[Opening MATERIAL PROVIDED section]
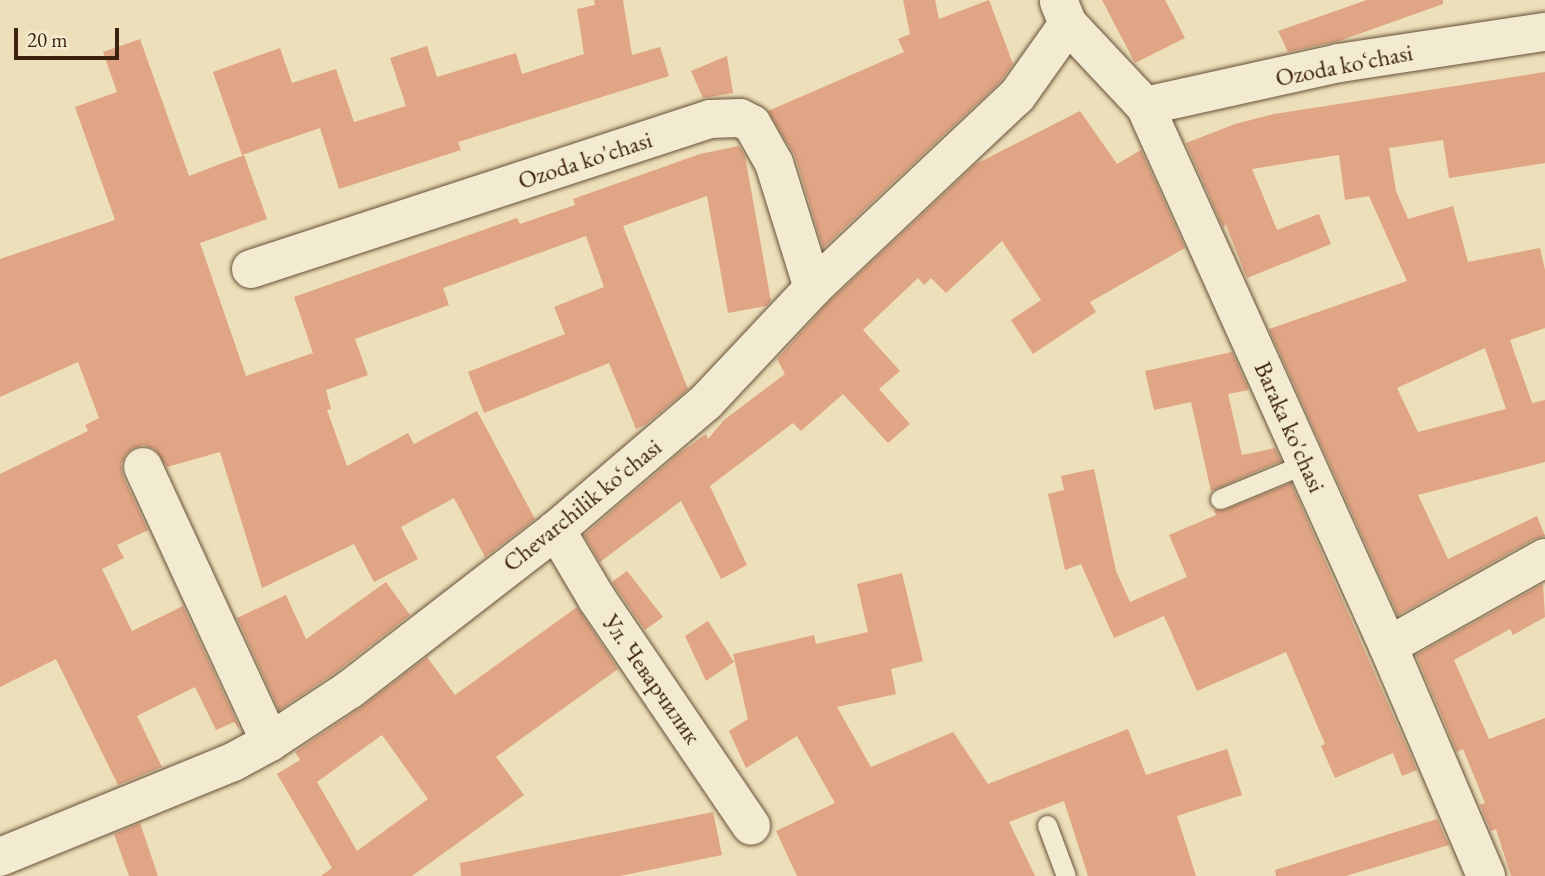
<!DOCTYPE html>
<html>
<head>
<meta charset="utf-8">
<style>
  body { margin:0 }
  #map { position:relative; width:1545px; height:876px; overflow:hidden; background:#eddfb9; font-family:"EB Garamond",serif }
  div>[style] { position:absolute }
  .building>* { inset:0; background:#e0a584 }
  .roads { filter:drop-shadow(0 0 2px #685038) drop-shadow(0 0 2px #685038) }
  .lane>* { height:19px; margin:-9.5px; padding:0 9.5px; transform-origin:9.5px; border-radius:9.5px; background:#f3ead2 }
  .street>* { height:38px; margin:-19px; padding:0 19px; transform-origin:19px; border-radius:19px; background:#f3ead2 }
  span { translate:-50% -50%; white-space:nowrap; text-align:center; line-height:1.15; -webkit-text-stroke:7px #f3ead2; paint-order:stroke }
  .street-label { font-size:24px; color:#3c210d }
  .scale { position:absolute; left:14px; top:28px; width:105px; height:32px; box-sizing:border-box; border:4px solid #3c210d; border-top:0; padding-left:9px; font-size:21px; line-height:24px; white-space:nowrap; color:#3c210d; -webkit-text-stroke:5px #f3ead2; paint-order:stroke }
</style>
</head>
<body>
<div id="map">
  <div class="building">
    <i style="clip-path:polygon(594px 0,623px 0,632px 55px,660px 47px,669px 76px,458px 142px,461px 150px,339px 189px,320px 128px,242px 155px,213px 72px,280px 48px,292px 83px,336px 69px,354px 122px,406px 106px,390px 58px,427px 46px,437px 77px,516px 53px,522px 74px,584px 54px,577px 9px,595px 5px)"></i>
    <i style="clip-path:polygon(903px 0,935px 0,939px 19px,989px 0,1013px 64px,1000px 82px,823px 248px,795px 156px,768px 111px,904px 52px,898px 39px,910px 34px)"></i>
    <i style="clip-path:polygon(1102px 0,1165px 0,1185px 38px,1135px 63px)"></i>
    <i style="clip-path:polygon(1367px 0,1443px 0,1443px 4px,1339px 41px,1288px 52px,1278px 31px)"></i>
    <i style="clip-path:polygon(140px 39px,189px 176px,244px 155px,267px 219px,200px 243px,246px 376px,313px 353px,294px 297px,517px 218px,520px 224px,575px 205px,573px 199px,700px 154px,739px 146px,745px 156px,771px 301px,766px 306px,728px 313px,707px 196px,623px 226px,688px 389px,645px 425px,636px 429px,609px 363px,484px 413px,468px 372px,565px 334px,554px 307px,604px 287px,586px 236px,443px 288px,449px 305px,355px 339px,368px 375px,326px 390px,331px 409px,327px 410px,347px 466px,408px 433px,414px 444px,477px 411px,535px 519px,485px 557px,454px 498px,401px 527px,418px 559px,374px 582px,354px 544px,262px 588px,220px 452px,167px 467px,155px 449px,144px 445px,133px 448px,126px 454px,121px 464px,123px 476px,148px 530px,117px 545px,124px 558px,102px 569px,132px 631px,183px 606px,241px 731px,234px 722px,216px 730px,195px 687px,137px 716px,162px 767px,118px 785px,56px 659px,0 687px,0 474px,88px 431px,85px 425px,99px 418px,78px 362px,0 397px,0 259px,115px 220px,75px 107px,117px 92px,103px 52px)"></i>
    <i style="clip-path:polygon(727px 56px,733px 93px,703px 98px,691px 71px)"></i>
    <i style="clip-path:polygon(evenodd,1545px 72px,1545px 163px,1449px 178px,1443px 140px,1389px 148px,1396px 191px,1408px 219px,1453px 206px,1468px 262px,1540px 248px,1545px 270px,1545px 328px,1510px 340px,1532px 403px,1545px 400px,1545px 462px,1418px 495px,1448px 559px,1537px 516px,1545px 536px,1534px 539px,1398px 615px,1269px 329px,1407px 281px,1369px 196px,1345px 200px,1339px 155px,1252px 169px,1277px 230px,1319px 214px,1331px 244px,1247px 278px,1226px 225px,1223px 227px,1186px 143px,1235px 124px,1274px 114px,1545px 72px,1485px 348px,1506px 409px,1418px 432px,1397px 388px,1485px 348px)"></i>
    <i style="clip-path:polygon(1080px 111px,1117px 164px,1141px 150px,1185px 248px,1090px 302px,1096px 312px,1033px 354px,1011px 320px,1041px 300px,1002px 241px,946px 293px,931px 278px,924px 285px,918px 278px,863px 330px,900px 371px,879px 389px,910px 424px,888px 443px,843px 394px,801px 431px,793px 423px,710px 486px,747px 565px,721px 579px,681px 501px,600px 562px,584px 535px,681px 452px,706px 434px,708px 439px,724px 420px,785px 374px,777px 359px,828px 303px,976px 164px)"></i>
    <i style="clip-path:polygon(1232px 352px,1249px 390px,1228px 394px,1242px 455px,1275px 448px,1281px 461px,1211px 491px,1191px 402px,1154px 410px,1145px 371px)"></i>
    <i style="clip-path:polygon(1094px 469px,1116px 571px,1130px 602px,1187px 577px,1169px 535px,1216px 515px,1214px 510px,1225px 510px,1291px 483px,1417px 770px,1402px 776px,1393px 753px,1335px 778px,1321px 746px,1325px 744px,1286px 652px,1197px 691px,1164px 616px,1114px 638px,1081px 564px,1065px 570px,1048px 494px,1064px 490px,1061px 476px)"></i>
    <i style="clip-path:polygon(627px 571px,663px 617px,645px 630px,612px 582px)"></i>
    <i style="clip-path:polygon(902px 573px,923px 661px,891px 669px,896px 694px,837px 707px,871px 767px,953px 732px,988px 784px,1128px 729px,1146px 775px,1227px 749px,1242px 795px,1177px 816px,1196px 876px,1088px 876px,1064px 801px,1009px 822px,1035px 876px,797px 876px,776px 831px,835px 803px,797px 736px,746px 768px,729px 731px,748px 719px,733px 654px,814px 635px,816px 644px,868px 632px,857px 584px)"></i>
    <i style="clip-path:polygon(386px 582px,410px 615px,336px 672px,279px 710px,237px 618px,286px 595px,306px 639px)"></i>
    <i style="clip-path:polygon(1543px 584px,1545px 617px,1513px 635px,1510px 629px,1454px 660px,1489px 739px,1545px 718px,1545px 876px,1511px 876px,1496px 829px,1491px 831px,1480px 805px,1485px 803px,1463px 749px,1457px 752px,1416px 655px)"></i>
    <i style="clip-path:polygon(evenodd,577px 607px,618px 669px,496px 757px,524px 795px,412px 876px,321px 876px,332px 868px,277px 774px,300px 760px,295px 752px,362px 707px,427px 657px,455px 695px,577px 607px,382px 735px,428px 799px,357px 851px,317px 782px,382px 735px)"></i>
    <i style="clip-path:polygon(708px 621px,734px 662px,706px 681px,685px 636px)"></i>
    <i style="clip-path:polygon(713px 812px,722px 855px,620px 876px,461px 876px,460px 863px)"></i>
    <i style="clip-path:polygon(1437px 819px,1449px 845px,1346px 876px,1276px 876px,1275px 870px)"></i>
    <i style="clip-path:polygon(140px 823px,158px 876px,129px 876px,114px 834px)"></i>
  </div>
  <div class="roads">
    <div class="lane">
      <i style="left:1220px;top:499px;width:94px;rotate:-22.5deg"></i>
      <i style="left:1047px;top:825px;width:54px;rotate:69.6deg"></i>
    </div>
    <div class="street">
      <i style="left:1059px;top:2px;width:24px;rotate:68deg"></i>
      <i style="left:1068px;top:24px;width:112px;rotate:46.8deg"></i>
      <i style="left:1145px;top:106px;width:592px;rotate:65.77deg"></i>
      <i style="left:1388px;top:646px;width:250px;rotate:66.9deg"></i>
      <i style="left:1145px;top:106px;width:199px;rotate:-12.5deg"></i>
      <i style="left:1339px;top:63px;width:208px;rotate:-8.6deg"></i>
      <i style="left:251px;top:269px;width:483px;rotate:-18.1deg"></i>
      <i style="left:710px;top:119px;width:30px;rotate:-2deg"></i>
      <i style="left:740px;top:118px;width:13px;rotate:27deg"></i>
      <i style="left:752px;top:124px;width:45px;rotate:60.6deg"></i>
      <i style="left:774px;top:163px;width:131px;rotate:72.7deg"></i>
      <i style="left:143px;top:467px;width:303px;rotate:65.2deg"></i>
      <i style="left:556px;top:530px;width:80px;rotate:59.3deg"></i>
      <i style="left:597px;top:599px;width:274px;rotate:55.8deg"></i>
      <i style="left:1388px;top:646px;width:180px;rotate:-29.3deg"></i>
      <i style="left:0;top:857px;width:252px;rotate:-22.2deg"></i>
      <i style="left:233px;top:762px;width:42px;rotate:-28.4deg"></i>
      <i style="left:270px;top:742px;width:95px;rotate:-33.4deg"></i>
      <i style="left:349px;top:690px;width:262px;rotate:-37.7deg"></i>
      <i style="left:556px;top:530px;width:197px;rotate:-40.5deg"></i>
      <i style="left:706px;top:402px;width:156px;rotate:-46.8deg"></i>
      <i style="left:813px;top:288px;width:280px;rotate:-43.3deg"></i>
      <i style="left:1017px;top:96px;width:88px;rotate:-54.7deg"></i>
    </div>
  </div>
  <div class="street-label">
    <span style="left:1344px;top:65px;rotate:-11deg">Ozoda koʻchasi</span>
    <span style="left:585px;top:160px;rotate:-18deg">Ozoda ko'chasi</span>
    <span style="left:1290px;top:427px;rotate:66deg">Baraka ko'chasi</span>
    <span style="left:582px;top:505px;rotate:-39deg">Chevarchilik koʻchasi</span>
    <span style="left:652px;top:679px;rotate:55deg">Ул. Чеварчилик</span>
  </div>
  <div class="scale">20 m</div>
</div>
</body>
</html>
[Closing MATERIAL PROVIDED section]
[Opening MATERIAL PROVIDED section]
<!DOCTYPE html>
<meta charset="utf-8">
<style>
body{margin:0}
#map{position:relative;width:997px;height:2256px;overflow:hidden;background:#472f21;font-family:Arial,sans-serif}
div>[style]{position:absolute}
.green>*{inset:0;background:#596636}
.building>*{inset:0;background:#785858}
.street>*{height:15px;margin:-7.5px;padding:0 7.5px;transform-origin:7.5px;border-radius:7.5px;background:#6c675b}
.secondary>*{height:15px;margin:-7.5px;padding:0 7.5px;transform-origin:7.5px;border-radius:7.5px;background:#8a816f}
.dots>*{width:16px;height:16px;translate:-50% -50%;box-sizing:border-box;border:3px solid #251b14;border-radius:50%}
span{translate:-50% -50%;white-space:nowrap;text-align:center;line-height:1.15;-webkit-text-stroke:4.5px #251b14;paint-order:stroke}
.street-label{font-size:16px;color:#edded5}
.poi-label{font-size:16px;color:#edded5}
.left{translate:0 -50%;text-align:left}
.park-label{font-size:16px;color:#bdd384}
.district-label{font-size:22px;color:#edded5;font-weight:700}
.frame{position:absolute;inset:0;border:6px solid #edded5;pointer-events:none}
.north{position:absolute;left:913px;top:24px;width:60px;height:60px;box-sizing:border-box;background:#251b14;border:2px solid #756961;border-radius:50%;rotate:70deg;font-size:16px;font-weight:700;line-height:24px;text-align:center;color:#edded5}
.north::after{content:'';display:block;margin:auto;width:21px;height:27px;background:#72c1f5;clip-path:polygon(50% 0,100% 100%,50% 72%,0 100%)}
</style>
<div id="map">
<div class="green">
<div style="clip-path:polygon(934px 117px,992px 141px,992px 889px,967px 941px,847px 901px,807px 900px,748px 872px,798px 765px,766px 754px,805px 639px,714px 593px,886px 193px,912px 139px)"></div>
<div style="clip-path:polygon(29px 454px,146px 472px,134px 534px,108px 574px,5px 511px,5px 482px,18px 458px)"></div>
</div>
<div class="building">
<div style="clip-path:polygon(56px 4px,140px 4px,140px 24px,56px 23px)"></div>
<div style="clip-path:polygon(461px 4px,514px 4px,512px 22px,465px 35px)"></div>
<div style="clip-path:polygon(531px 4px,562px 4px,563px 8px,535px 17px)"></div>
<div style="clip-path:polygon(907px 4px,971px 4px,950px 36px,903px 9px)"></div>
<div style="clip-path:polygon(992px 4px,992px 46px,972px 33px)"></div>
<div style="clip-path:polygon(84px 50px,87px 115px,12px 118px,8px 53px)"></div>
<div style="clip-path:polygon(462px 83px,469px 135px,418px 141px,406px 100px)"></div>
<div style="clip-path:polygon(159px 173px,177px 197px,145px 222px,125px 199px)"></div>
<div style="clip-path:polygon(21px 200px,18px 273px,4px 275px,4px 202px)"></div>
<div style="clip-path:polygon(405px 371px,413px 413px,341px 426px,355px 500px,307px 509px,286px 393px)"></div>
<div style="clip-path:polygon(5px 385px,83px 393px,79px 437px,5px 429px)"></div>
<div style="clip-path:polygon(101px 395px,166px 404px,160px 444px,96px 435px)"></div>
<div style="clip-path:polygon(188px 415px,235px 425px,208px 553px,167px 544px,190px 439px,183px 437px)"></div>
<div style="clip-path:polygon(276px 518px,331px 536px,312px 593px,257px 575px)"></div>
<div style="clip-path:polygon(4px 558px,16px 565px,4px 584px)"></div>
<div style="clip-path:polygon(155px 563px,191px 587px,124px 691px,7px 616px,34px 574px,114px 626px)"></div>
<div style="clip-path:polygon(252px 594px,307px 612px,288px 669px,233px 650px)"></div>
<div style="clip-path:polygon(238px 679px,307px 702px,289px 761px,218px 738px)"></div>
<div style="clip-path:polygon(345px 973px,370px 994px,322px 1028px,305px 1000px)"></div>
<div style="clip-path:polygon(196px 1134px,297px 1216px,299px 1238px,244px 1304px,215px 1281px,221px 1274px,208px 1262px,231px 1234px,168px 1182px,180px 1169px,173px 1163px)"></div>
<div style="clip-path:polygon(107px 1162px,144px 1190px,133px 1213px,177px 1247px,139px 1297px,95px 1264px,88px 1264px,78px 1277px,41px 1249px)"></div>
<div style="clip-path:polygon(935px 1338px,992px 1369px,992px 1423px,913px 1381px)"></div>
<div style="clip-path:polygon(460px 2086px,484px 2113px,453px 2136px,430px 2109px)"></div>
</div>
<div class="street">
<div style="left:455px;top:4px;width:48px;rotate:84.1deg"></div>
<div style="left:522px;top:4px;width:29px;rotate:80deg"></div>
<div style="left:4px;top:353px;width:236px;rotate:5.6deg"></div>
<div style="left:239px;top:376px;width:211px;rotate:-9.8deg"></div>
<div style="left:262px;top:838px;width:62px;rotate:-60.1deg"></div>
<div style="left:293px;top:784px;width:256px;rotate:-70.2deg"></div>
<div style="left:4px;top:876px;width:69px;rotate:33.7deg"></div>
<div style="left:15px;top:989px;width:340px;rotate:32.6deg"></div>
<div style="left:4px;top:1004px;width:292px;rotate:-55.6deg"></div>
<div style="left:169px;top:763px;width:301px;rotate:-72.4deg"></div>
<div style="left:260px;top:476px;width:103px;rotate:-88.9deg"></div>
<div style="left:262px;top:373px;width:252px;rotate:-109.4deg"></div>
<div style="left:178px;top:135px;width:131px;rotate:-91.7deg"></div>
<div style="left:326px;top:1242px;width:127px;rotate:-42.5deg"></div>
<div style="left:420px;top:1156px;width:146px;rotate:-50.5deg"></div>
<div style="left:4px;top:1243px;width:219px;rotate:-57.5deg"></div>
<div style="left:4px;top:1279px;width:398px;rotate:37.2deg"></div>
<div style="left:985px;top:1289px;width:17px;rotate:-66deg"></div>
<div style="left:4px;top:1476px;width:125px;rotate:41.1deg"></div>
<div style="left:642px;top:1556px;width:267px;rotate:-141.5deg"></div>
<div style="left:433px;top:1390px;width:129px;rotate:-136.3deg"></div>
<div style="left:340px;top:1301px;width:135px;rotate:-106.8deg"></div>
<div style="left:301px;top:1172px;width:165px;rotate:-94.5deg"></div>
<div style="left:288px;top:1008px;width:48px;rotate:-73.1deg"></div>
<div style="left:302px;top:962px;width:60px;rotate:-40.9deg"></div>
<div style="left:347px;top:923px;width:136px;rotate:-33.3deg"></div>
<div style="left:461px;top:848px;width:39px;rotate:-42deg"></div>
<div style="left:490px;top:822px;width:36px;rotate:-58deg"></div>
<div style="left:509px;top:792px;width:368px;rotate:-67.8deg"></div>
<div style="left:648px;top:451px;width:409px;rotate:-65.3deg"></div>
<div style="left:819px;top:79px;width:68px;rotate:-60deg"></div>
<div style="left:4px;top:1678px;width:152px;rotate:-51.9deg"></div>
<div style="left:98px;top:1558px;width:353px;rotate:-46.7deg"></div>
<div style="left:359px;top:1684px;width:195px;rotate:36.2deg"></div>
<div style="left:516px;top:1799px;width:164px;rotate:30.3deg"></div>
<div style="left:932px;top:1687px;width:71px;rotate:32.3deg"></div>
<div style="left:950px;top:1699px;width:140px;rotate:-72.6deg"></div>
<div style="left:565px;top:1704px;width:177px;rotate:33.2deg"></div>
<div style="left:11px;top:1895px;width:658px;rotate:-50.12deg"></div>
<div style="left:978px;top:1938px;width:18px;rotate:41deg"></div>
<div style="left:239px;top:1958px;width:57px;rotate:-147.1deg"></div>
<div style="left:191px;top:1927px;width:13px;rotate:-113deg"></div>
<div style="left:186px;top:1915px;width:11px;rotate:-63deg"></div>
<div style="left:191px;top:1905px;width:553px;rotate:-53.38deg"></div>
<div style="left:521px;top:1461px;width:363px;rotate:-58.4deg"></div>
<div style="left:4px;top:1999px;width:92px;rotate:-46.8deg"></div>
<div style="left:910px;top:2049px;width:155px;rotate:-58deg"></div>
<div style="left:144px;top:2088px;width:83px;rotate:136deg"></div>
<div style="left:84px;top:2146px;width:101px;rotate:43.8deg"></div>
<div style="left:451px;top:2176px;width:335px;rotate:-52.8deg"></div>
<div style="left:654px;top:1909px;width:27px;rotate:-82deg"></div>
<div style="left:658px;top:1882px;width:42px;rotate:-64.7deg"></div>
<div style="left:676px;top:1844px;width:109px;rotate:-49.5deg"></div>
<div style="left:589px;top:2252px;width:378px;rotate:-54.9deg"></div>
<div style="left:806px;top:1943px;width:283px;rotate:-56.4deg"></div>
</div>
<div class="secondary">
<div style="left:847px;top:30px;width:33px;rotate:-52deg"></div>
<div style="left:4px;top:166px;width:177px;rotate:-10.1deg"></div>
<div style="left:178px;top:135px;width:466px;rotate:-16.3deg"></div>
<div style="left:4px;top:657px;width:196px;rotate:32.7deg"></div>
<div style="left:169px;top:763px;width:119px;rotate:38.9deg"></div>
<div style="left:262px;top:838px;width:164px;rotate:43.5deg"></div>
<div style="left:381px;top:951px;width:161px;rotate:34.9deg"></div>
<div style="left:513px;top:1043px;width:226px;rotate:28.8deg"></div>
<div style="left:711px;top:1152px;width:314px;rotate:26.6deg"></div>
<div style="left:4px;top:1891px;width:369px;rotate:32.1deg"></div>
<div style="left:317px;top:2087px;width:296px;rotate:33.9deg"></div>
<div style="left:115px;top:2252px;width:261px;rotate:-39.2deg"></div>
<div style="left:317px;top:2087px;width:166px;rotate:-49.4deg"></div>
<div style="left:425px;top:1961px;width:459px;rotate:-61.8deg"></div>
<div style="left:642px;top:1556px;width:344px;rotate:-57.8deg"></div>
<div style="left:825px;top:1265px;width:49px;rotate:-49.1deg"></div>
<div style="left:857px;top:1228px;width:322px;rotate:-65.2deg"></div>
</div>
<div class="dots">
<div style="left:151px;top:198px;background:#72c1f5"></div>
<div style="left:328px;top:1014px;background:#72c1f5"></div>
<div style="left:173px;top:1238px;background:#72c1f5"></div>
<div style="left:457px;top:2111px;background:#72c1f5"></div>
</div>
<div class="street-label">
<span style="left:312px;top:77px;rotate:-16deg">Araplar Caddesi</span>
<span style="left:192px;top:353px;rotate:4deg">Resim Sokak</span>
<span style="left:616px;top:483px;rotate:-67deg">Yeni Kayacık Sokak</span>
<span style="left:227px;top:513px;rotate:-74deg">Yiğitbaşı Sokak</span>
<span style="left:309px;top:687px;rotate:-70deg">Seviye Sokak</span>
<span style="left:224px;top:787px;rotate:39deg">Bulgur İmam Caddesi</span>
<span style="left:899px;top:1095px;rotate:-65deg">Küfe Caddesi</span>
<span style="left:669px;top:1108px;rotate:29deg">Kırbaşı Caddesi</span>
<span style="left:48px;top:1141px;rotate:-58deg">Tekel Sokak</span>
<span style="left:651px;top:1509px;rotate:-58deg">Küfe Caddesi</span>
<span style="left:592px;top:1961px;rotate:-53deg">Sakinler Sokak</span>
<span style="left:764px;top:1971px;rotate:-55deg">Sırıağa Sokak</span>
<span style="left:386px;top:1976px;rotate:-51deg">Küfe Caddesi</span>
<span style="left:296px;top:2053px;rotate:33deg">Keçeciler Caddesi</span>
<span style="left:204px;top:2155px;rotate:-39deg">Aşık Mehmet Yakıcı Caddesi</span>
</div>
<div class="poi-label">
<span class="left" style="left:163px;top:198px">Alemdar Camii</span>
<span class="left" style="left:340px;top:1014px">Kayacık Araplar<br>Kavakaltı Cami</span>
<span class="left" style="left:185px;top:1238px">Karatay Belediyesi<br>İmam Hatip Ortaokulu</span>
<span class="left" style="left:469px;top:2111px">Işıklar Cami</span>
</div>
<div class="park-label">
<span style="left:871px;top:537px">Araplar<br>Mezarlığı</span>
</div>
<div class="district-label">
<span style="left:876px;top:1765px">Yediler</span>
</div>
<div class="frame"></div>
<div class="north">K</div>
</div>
[Closing MATERIAL PROVIDED section]
Look through the entries above, and wherever a line holds the word "overflow", copy it.

  #map { position:relative; width:1545px; height:876px; overflow:hidden; background:#eddfb9; font-family:"EB Garamond",serif }
#map{position:relative;width:997px;height:2256px;overflow:hidden;background:#472f21;font-family:Arial,sans-serif}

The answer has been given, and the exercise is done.